Leaving out the images, repeat all the lines below exactly.
*** Data records Section Begins ***
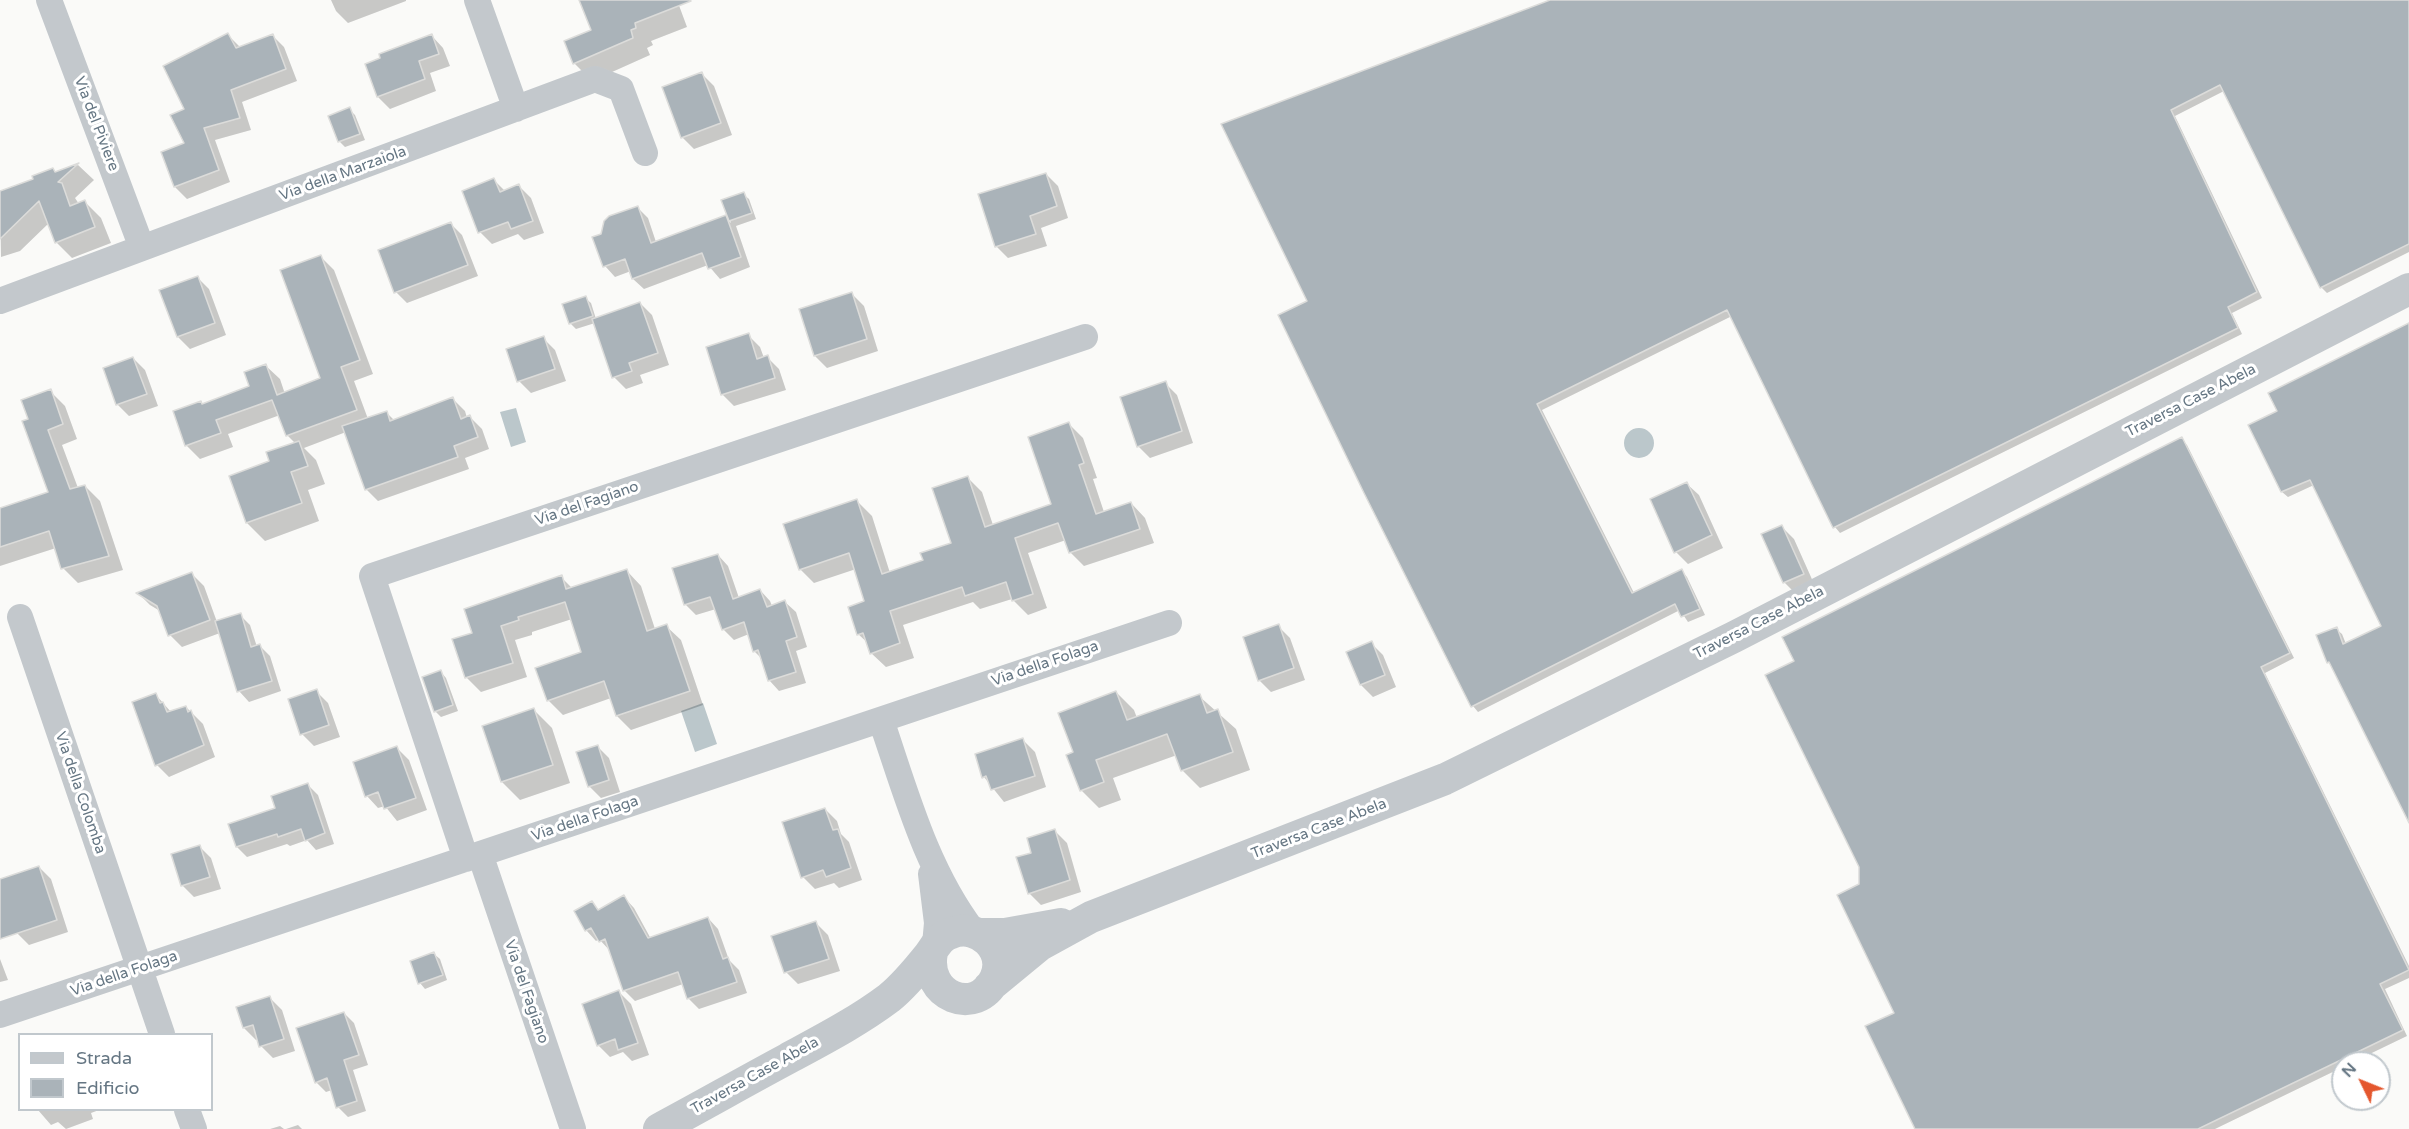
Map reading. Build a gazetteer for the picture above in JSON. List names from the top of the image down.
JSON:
{
  "streets": {
    "street": [
      "Via del Piviere",
      "Via della Marzaiola",
      "Traversa Case Abela",
      "Via del Fagiano",
      "Via della Folaga",
      "Via della Colomba"
    ]
  },
  "crossings": [
    ["Via del Piviere", "Via della Marzaiola"],
    ["Via del Fagiano", "Via della Folaga"],
    ["Via della Folaga", "Via della Colomba"]
  ],
  "legend": ["Strada", "Edificio"],
  "north": "top left"
}
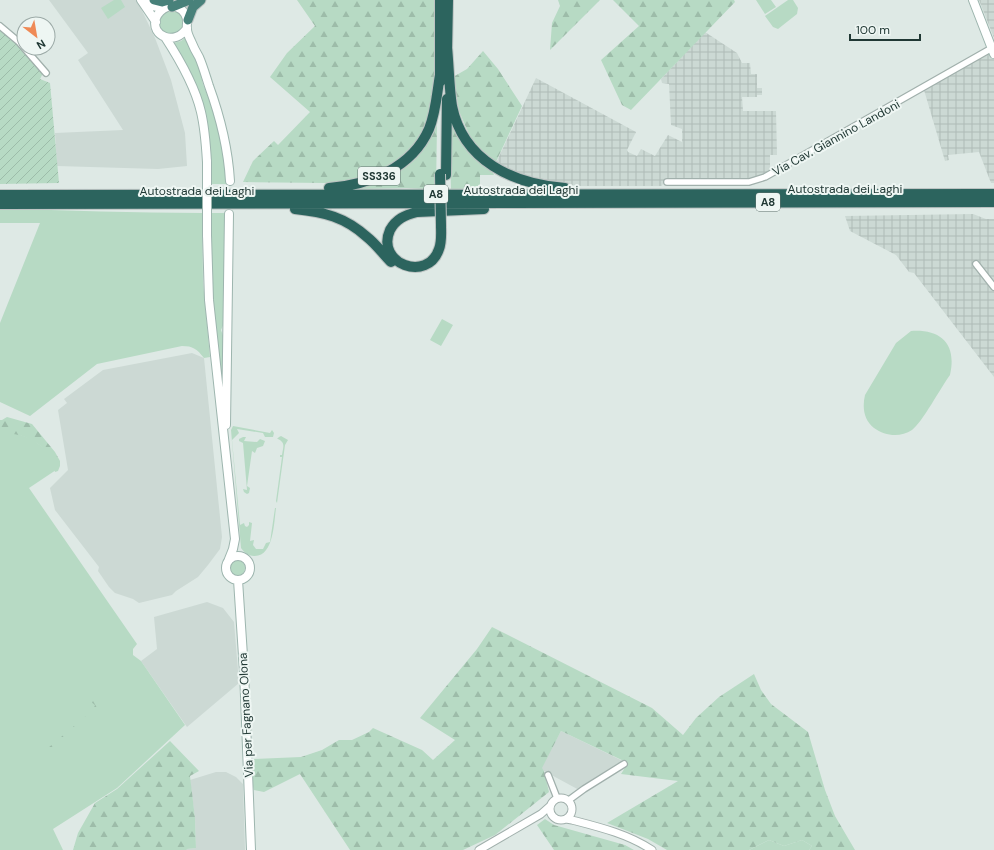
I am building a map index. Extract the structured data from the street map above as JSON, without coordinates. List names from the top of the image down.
{
  "streets": {
    "highway": ["SS336", "Autostrada dei Laghi", "A8"],
    "main road": ["Via per Fagnano Olona"],
    "street": ["Via Cav. Giannino Landoni"]
  },
  "crossings": [
    ["SS336", "Autostrada dei Laghi"]
  ],
  "scale_bar": "100 m",
  "north": "bottom right"
}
*** Data records Section Ends ***
Response for this exercise:
Map reading. Build a gazetteer for the picture above in JSON. List names from the top of the image down.
JSON:
{
  "streets": {
    "street": [
      "Via del Piviere",
      "Via della Marzaiola",
      "Traversa Case Abela",
      "Via del Fagiano",
      "Via della Folaga",
      "Via della Colomba"
    ]
  },
  "crossings": [
    ["Via del Piviere", "Via della Marzaiola"],
    ["Via del Fagiano", "Via della Folaga"],
    ["Via della Folaga", "Via della Colomba"]
  ],
  "legend": ["Strada", "Edificio"],
  "north": "top left"
}
I am building a map index. Extract the structured data from the street map above as JSON, without coordinates. List names from the top of the image down.
{
  "streets": {
    "highway": ["SS336", "Autostrada dei Laghi", "A8"],
    "main road": ["Via per Fagnano Olona"],
    "street": ["Via Cav. Giannino Landoni"]
  },
  "crossings": [
    ["SS336", "Autostrada dei Laghi"]
  ],
  "scale_bar": "100 m",
  "north": "bottom right"
}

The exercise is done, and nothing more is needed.